Republican Party Has Every Right to Stop Trump

What good is a political party if it cannot be mobilized to stop a man who is patently unfit for high office?

If Republicans in the United States only manage to stop Donald Trump by making use of arcane nominating rules and convention dealmaking, many would inevitably deride this as an establishment coup against the legitimate frontrunner for the presidential nomination.

There is some truth in this. Trump is, after all, ahead in the delegate count. But the argument rests on a misunderstanding of what political parties are for.

The point of having a party

As Ross Douthat argues in The New York Times, what is the point of having a political party apparatus, all those chairmen and state conventions and delegate rosters, if they cannot be mobilized to prevent 35 percent of the Republican primary electorate from imposing a Trump nomination on the party?

Imposing is the right word. Trump is using the party as a vehicle for his personal ambitions. He is not a Republican. He is not even a conservative. Trump doesn’t advance the party’s platform. He doesn’t respect its norms and traditions. Many of his supporters didn’t vote Republican — or indeed didn’t vote at all — until this year. Why should Republicans surrender to a loud minority that is invading their presidential contest?

Yes, Trump is winning a plurality of the votes and, under rules that were designed to stop, not help, hopeless contenders early in the selection process, he may yet get close to a majority of the delegates before the convention.

But, the atmosphere at Trump’s rallies notwithstanding, the mob does not rule here.

“The less-than-democratic side of party nominations is a virtue of our system, not a flaw,” writes Douthat, “and it has often been a necessary check on the passions that mass democracy constantly threatens to unleash.”

Last line of defense

The failure of “the” Republican Party — broadly understood as a network of elected, local and state party officials, donors, insiders and affiliated interest and lobby groups — to stop Trump so far has fueled a lot of discussion.

Four political scientists argued in an influential 2008 book, The Party Decides, that party actors normally influence the electorate in various subtle ways, from making endorsements to organizing events in their states to spending money on advertising.

That nudging phase of the nominating contest has not worked well this year. Many voters are not taking their cues from “the” party.

The rules governing the nominating convention, “in all their anachronistic, undemocratic and highly-negotiable intricacy,” as Douthat puts it, are a last line of defense; the last place “where a man unfit for office can be turned aside” if he makes it through the primaries.
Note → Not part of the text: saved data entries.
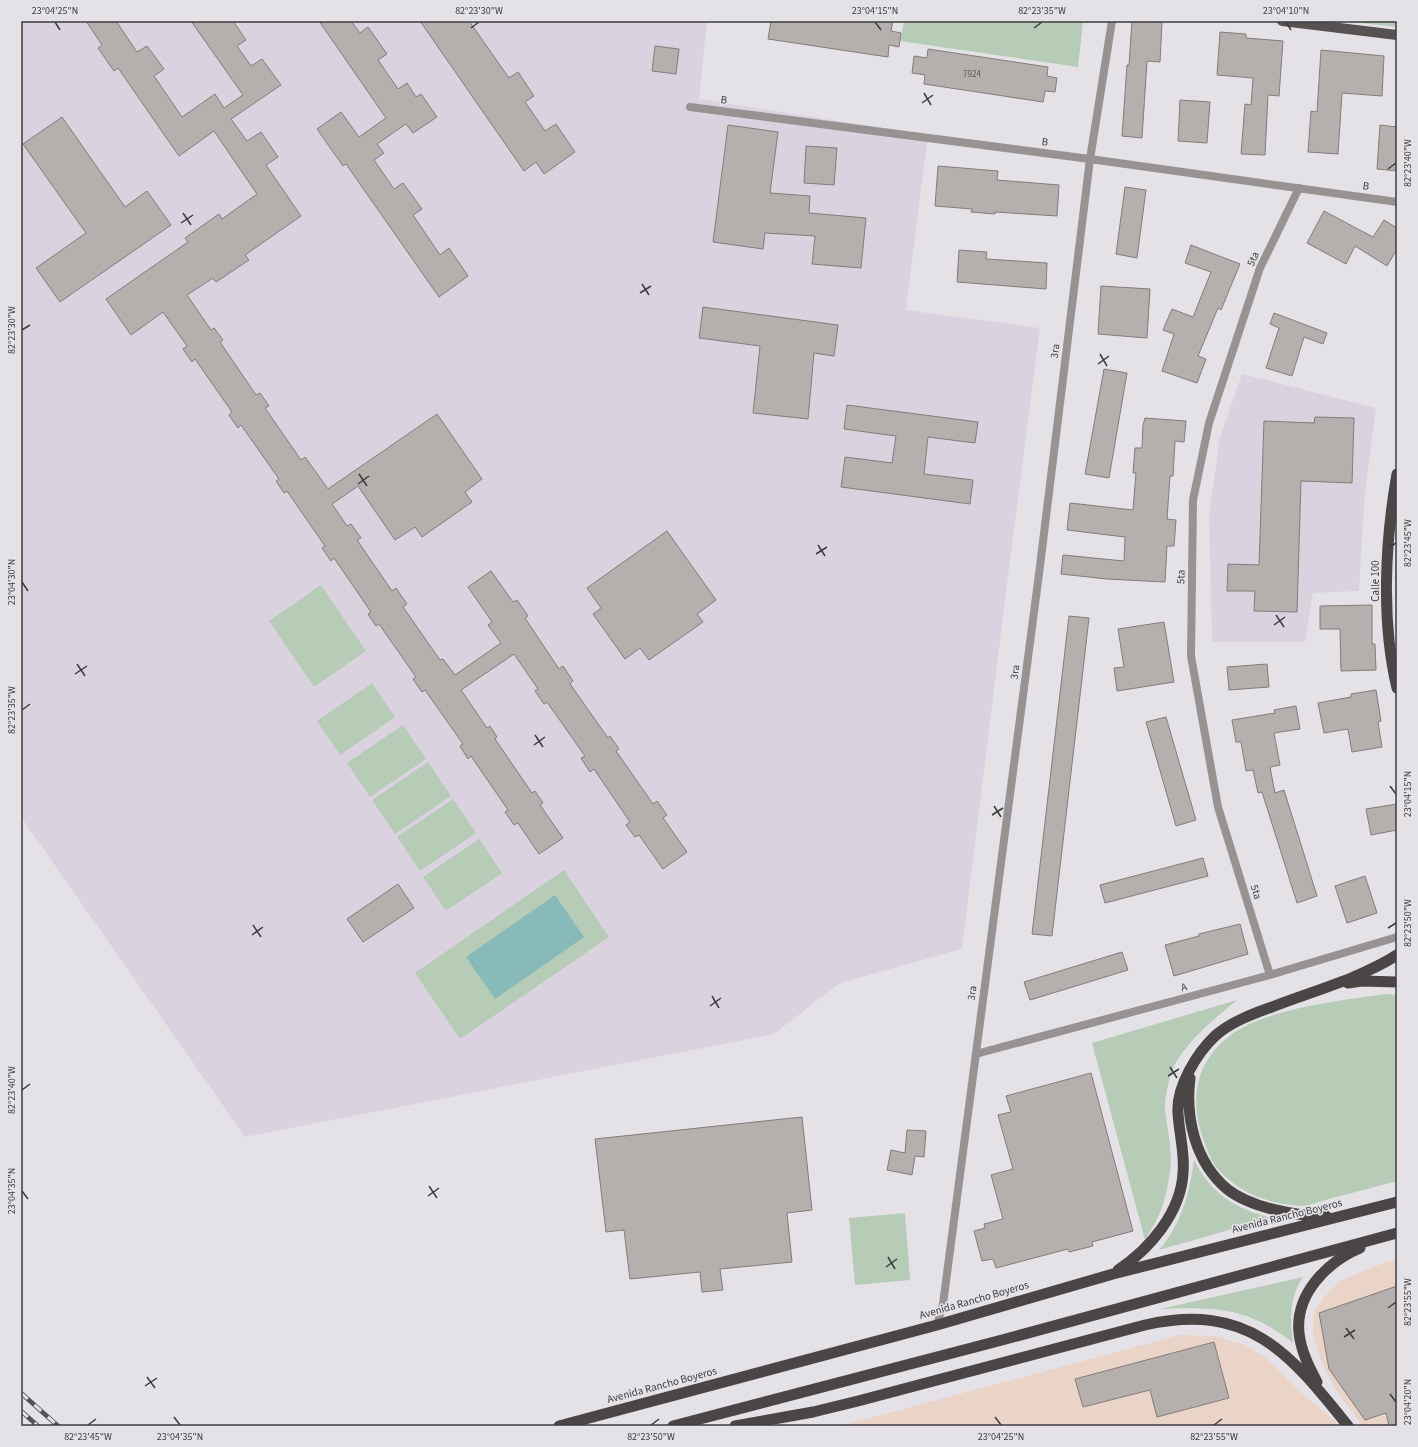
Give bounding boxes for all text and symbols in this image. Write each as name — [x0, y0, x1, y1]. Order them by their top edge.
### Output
text: 23°04'25"N — [32, 4, 78, 18]
text: 82°23'30"W — [455, 4, 503, 18]
text: 23°04'15"N — [852, 4, 898, 18]
text: 82°23'35"W — [1018, 4, 1066, 18]
text: 23°04'10"N — [1263, 4, 1309, 18]
house number: 7924 — [963, 68, 981, 81]
street label: B — [720, 92, 729, 108]
street label: B — [1041, 134, 1050, 150]
text: 82°23'40"W — [1401, 139, 1415, 187]
street label: B — [1362, 178, 1371, 194]
street label: 5ta — [1243, 249, 1263, 269]
text: 82°23'30"W — [5, 306, 19, 354]
street label: 3ra — [1047, 343, 1063, 359]
text: 82°23'45"W — [1401, 519, 1415, 567]
text: 23°04'30"N — [5, 559, 19, 605]
street label: Calle 100 — [1368, 560, 1383, 602]
street label: 5ta — [1173, 570, 1189, 584]
street label: 3ra — [1007, 664, 1023, 680]
text: 82°23'35"W — [5, 686, 19, 734]
text: 23°04'15"N — [1401, 771, 1415, 817]
street label: 5ta — [1247, 883, 1265, 901]
text: 82°23'50"W — [1401, 899, 1415, 947]
street label: A — [1179, 979, 1189, 995]
street label: 3ra — [964, 985, 980, 1001]
text: 82°23'40"W — [5, 1066, 19, 1114]
text: 23°04'35"N — [5, 1168, 19, 1214]
street label: Avenida Rancho Boyeros — [1230, 1195, 1344, 1237]
street label: Avenida Rancho Boyeros — [918, 1277, 1031, 1323]
text: 82°23'55"W — [1401, 1278, 1415, 1326]
street label: Avenida Rancho Boyeros — [605, 1363, 719, 1407]
text: 23°04'20"N — [1401, 1379, 1415, 1425]
text: 82°23'45"W — [64, 1430, 112, 1444]
text: 23°04'35"N — [157, 1430, 203, 1444]
text: 82°23'50"W — [627, 1430, 675, 1444]
text: 23°04'25"N — [978, 1430, 1024, 1444]
text: 82°23'55"W — [1190, 1430, 1238, 1444]

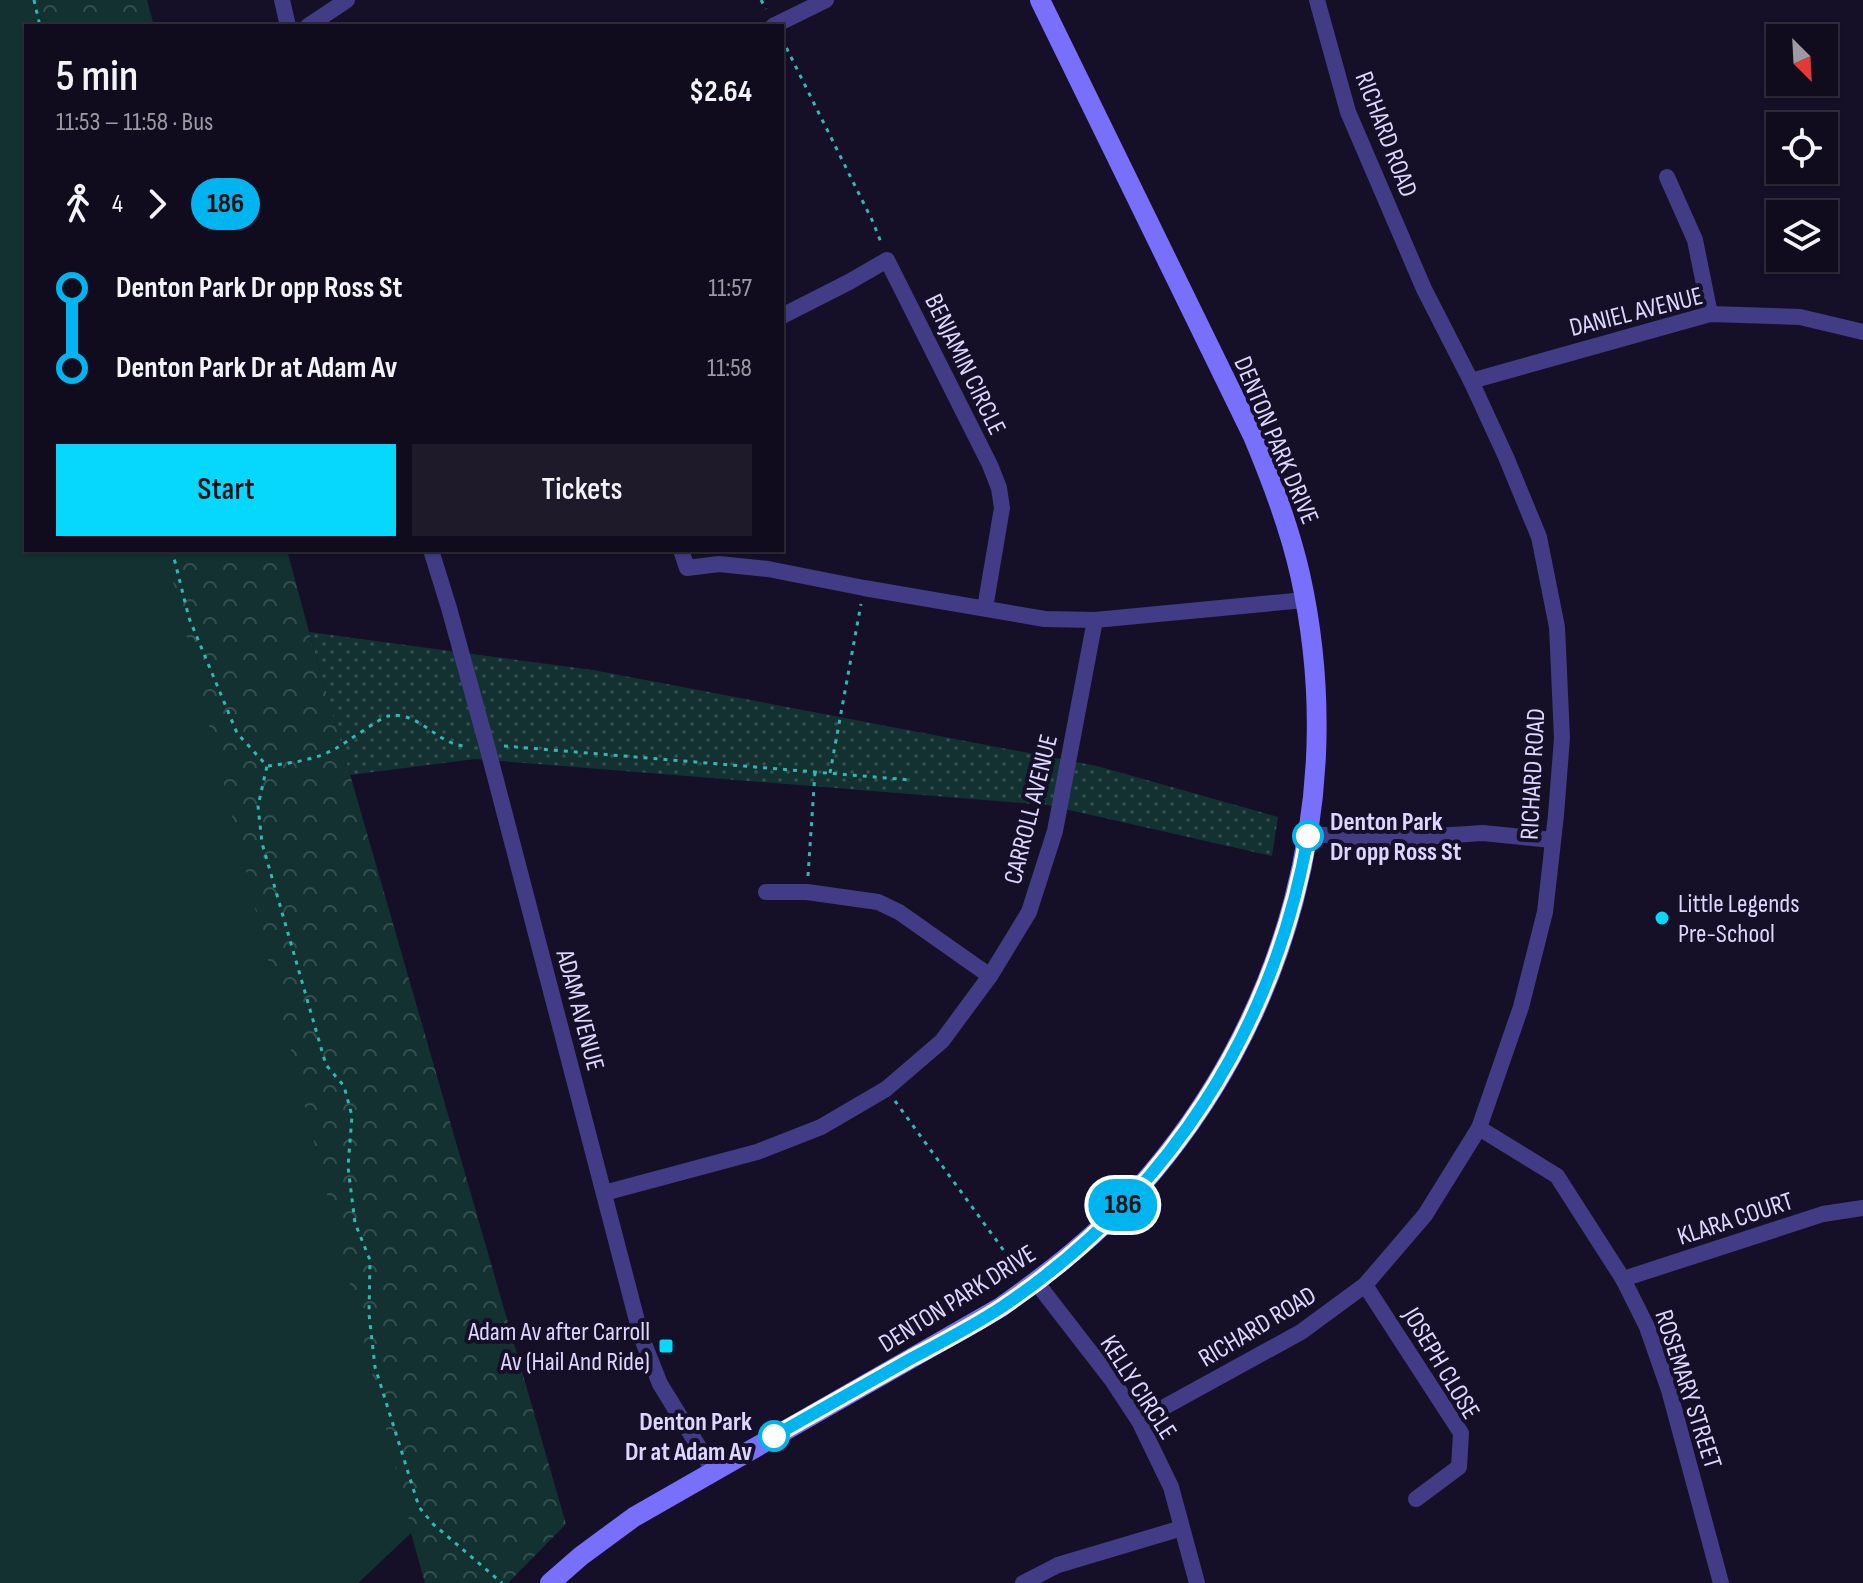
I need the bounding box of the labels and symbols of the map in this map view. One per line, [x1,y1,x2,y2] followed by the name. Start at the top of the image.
[1766,24,1838,96] north arrow
[1348,68,1424,202] street label: RICHARD ROAD
[1567,281,1706,344] street label: DANIEL AVENUE
[917,289,1012,440] street label: BENJAMIN CIRCLE
[1226,352,1325,529] street label: DENTON PARK DRIVE
[1515,708,1552,841] street label: RICHARD ROAD
[998,731,1065,888] street label: CARROLL AVENUE
[1330,807,1462,868] place label: Denton Park Dr opp Ross St
[1293,821,1323,851] marker: Denton Park Dr opp Ross St
[1678,889,1800,950] place label: Little Legends Pre-School
[1653,909,1671,927] marker: Little Legends Pre-School
[548,946,611,1074] street label: ADAM AVENUE
[1077,1179,1169,1231] line badge: 186
[1674,1186,1797,1253] street label: KLARA COURT
[874,1239,1042,1360] street label: DENTON PARK DRIVE
[1193,1280,1322,1374] street label: RICHARD ROAD
[1395,1302,1486,1425] street label: JOSEPH CLOSE
[1647,1306,1728,1473] street label: ROSEMARY STREET
[467,1317,650,1378] place label: Adam Av after Carroll Av (Hail And Ride)
[1093,1330,1183,1446] street label: KELLY CIRCLE
[657,1337,675,1355] marker: Adam Av after Carroll Av (Hail And Ride)
[625,1407,752,1468] place label: Denton Park Dr at Adam Av
[759,1421,789,1451] marker: Denton Park Dr at Adam Av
Denying Trump the nomination would not be pretty. His supporters could revolt. The man himself could stage a third-party candidacy. This whole exercise is anyway likely a harbinger of a schism on the American right, as the Atlantic Sentinel argued last month. Any outcome other than a Hillary Clinton Administration is difficult to imagine at this point.

“But if that exercise is painful, it’s also the correct path to choose,” according to Douthat:

A man so transparently unfit for office should not be placed before the American people as a candidate for president under any kind of imprimatur save his own.